Lost in translation and in wearing When I came across
this delightful AskMe earlier today, about how to dress "like a femme Indiana Jones", it got me thinking about the wearing of clothing from different cultures.
→[More:]
As I came up with some advice for the asker, I realized something about my own style, how my cold weather "around home" look is something that could be described as "Irish/English/Scottish country". I wear jeans or corduroys with a basic ivory cotton top and a handknit Irish cable or fair isle sweater, a brown leather belt, sturdy brown leather ankle boots or brogues, and if I put any jewelry with that, it's my silver rose on a chain or my beloved Celtic swan ring.
The only "ethnic" wearable items I have are U.K.-inspired: a tartan scarf my parents bought me in Scotland, wool tams I knitted myself, a pair of Celtic knot silver earrings, and the aforementioned fair isle and Irish cable sweaters.
And I suppose this is because I am of English, Irish and Scottish ancestry and I look it, so I feel I have some right to items from those culture and can wear them properly. I find items from other cultures beautiful but never feel like I could successfully and appropriately wear them. A lot of them just don't suit me, of course. The embroidered silk dresses I see in Chinatown are designed for very small, slight Asian women and wouldn't fit me at all. A lot of other items that I've looked at wouldn't go with my figure or colouring or anything else in my closet. Oh, I do have a Shanghai-made embroidered teal velvet silk-lined jacket that I bought at a thrift shop for $2 a dozen years ago. It's simple enough to go with my other clothes and a beautiful item I enjoy wearing and feel comfortable in, but that's it.
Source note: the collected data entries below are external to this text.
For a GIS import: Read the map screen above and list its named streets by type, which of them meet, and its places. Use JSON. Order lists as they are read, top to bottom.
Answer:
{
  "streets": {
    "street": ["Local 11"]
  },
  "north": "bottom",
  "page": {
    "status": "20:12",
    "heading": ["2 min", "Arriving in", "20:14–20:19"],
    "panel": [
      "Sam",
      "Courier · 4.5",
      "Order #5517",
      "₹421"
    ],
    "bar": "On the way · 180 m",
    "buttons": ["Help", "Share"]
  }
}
Years ago, in the mid-nineties, I read about a Hong Kong trend of wearing jackets with English text on them. The text was actually nonsense (i.e., "happy good taste fun"), but the people who wore them didn't know that and thought the jackets were cool. I worry I will, in my ignorance of other language and cultures, wear something equivalent to that silly jacket, or that I'd look like the North American equivalent of, say, an Indian woman in a sari and a baseball cap, or a Mexican man in a serape and a porkpie hat. One time I bought a thrift shop t-shirt with Chinese characters on it. It was such a cute shirt, and I really liked it, but every time I wore it I'd think wryly that the characters probably read something along the lines of, "This stupid white girl doesn't know what her shirt says."
Well, dressing appropriately in the aesthetic of another culture
is difficult. A friend of mine who is a Mennonite says she can tell an ex-Amish from a mile off, because if they grew up entirely immersed in Amish culture they never, ever figure out how to dress in mainstream-style clothing. And look at all the AskMes posted by people who
were born into North American culture but still want advice on what would be appropriate for this or that event. There are a lot of nuances in clothing.
What about all of you? What kind of international styles do you like and feel comfortable in and wear? Do you fearlessly mix things up or do you sometimes worry you're doing it wrong?